Humanized monoclonal anti-CD3 antibodies (α-CD3) such as teplizumab, otelixizumab, foralumab, visilizumab, etc. have been shown to be clinically effective in patients with autoimmune disease and in acute graft rejection [23], [24], [25], [26]. These antibodies have specificity to CD3ε, and are humanized to reduce immunogenicity, differing only in the species from which the antibody is derived (murine, rat, and human), or the antibody isotype used [27]. Further, they have been modified to abrogate binding of Fc receptors to diminish complement activation or “cytokine storms”, thus improving safety and tolerability [28], [29]. Intravenous (i.v.) short course α-CD3 treatment preferentially depletes activated conventional T cells (Tconv), resulting in a transiently decreased ratio of Tconv cells to FoxP3+ Tregs [30], [31]. This window can be exploited to deliver potentially long-lived suppression in an antigen specific manner.

Weiner, Herold, and colleagues hypothesized that oral administration of α-CD3 would replace the need for a cognate antigen to trigger the TCR and lead to induction of Tregs [32], [33]. They and others showed in various animal models of autoimmunity that orally administered α-CD3 is biologically active in the gut and can act systemically to alleviate immune responses by a mechanism that is not Tconv depletion dependent [34], [35]. Oral α-CD3 has also been shown to be suppressive in non-autoimmune inflammation models of artherosclerosis, non‐alcoholic steatohepatitis (NASH) and to prevent transplant rejection [33], [36], [37], [38]. Suppression appears to involve induction of FoxP3 expressing Tregs and CD4+CD25- or CD4+CD25+ Tregs that express latency-associated peptide (LAP) on their surface and function in vitro and in vivo through IL-10 and TGF-β dependent mechanisms [32], [34], [37], [39]. LAP forms the distal domain of the TGF-β precursor peptide, which remains noncovalently associated with TGFβ-1 after translational processing to confer latency to the TGF-B complex [40].

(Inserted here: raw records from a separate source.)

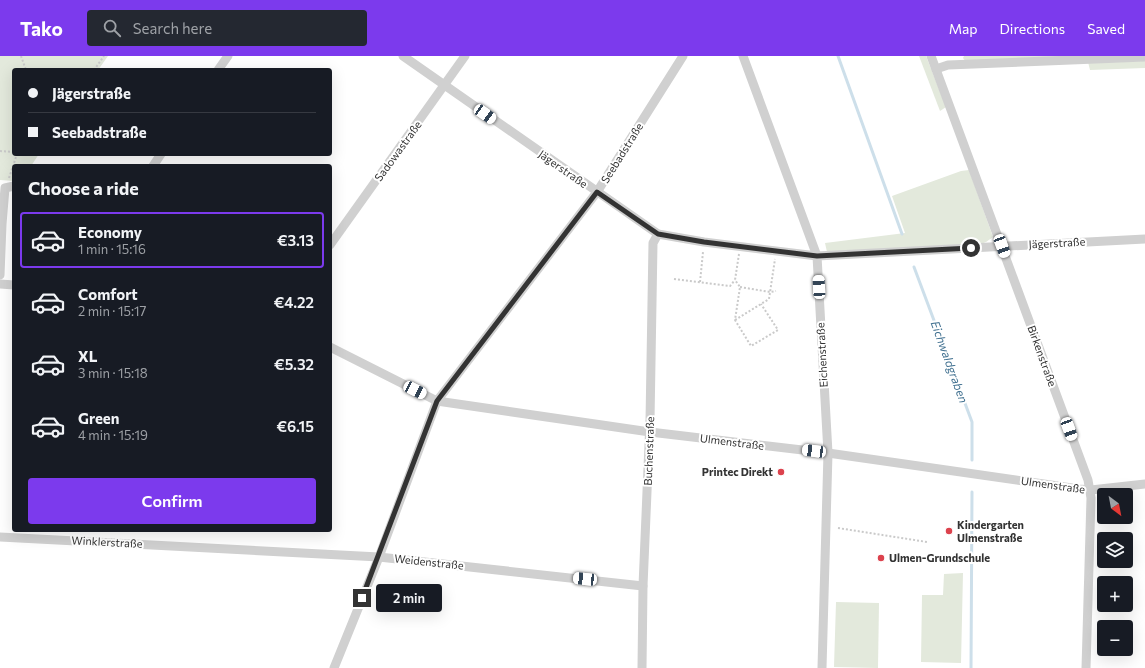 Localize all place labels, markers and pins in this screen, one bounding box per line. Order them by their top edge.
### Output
place label: Printec Direkt [702,465,773,478]
marker: Printec Direkt [776,467,786,477]
place label: Kindergarten Ulmenstraße [957,518,1024,544]
marker: Kindergarten Ulmenstraße [944,526,954,536]
place label: Ulmen-Grundschule [889,551,990,564]
marker: Ulmen-Grundschule [876,553,886,563]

To our knowledge, the direct or indirect role of oral α-CD3 therapy in preventing ADA formation has not been well examined. We hypothesized that oral delivery of α-CD3 should modulate CD4+ T helper cell or T follicular helper cell responses, which are critically important for the generation of class switched, high affinity inhibitor producing B cells in a germinal center dependent or independent manner [41], [42], [43]. Here, we evaluated the capacity of oral α-CD3 therapy to prevent inhibitor formation to FVIII protein replacement therapy in hemophilia A. We compared the effect of full length and F(ab’)2 formats of α-mouse CD3, dose and schedule of therapy on long term inhibitor suppression in a murine model of hemophilia A. We further assessed whether combining oral α-CD3 therapy with oral administration of FVIII bioencapsulated in lettuce cells leads to a synergistic improvement in inhibitor suppression. We report that oral α-CD3 therapy has a modest effect in preventing inhibitor responses in response to continuous i.v. FVIII exposures. Suppression is associated with the early induction of FoxP3+LAP-, FoxP3+LAP+, and FoxP3-LAP+ Tregs, with upregulation of activation and co-inhibitory markers CD69, CTLA-4, and PD1. We further observe that oral α-CD3 and oral encapsulated FVIII lettuce plant cell therapy exhibits distinct mechanisms of suppression that are not enhanced upon combining both approaches.